We are proud to announce Uprooted‘s 2015 prize-winning submission! Amy Berkowitz’s personal essay “Tender Points” was selected by Uprooted guest judge and Stanford professor Valerie Miner from over 150 submissions.
“‘Tender Points’ is a brave, candid exploration of the author’s illness and the trauma that caused it. I appreciated the beauty and clarity of the language. The analysis is probing and insightful. While the writer is unflinching in her descriptions, she never indulges in self pity or singularity. This is a moving, provocative, useful essay.”
-Valerie Miner
We are grateful to Amy for sharing her work and this insightful blog post about her writing process.
By Amy Berkowitz
I wrote Tender Points to tell the story of my body, a story that’s at once strange and singular but at the same time somewhat universal. It’s a story about how the body can tell a story: In my case, my body developed “unexplained” widespread pain following a sexual assault. The pain was eventually diagnosed as fibromyalgia, an illness that many doctors regard with suspicion
Tender Points, then, is also a story about what it’s like to have hysteria in the 21st century. Just as 19th century doctors used the hysteria diagnosis to control female patients who they were unable to cure, contemporary doctors’ insistence on the mysterious nature of fibromyalgia traps female patients in a state of uncertainty where it’s difficult to assert ourselves or be taken seriously when we do.

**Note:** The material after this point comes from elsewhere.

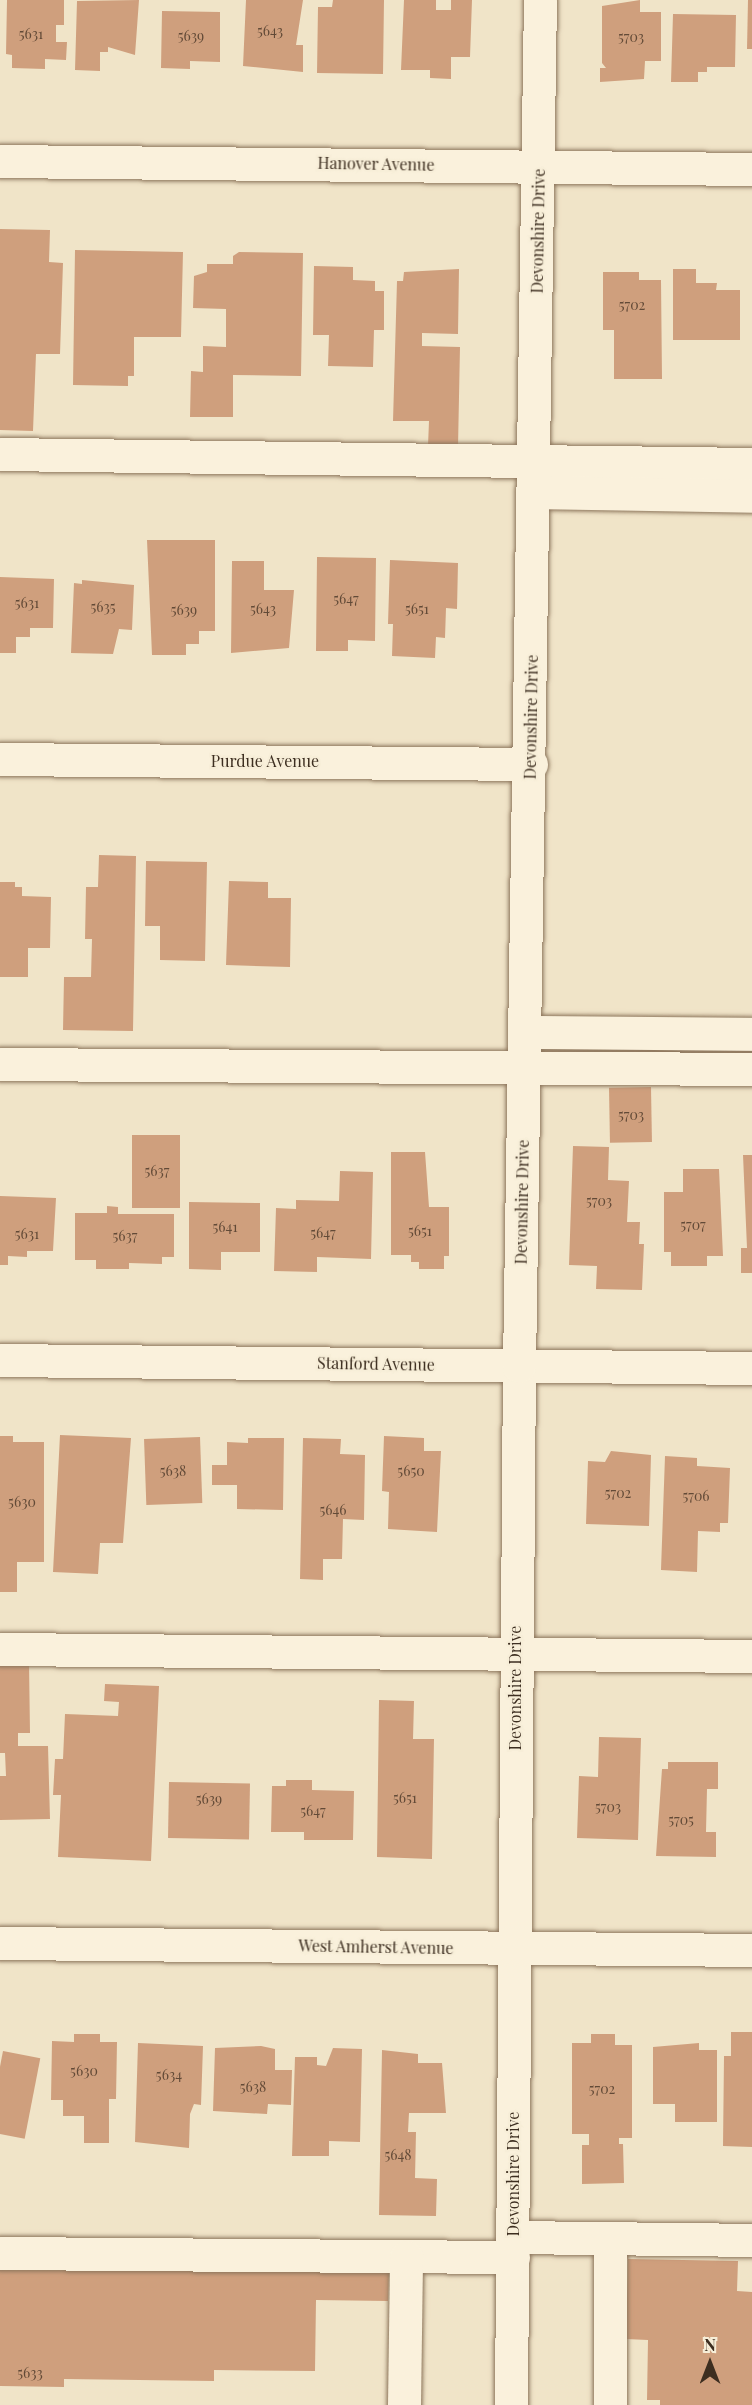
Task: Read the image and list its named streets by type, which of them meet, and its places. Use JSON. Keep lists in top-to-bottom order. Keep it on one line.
{"streets":{"street":["Hanover Avenue","Devonshire Drive","Purdue Avenue","Stanford Avenue","West Amherst Avenue"]},"crossings":[["Hanover Avenue","Devonshire Drive"],["Devonshire Drive","Purdue Avenue"],["Devonshire Drive","Stanford Avenue"],["Devonshire Drive","West Amherst Avenue"]],"house_numbers":["5643","5631","5639","5703","5702","5647","5631","5635","5643","5651","5639","5703","5637","5703","5707","5641","5651","5647","5631","5637","5638","5650","5702","5706","5630","5646","5651","5639","5703","5647","5705","5630","5634","5638","5702","5648","5633"],"north":"top"}
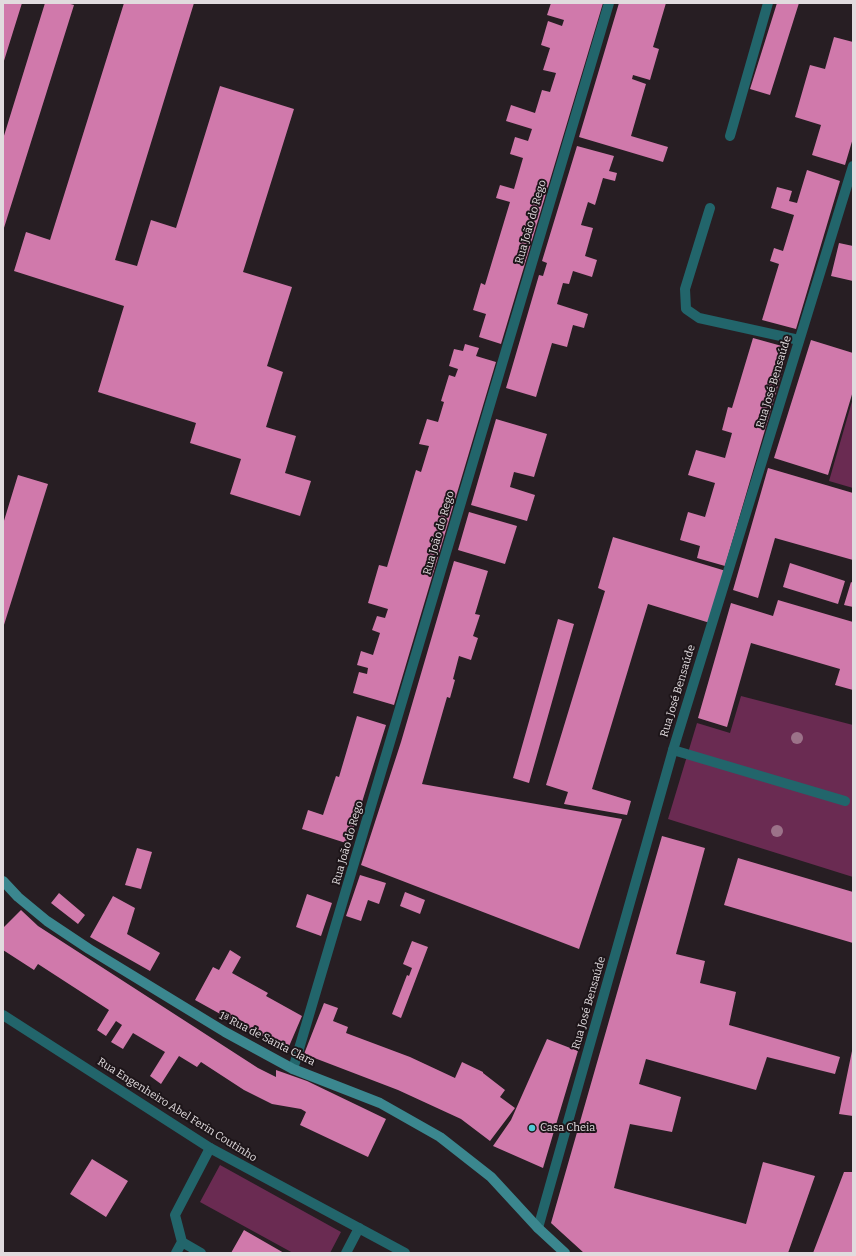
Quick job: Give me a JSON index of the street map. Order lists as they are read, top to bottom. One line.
{"streets":{"main road":["1ª Rua de Santa Clara"],"street":["Rua João do Rego","Rua José Bensaúde","Rua Engenheiro Abel Ferin Coutinho"]},"crossings":[["Rua João do Rego","1ª Rua de Santa Clara"],["Rua José Bensaúde","1ª Rua de Santa Clara"]],"places":["Casa Cheia"]}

At the 2013 Vital Forms symposium in Berkeley, poet Melissa Buzzeo asked why “people who are sick are also looked at as waste products in society. Why people, especially women, especially sick women, do not want to draw too much attention to themselves.”
In a culture that privileges being male and attaches a misplaced virtue to being healthy and able-bodied, what does it mean for a chronically ill woman to talk about herself?
To me, it means revolution—that is, speaking our experience is a political act.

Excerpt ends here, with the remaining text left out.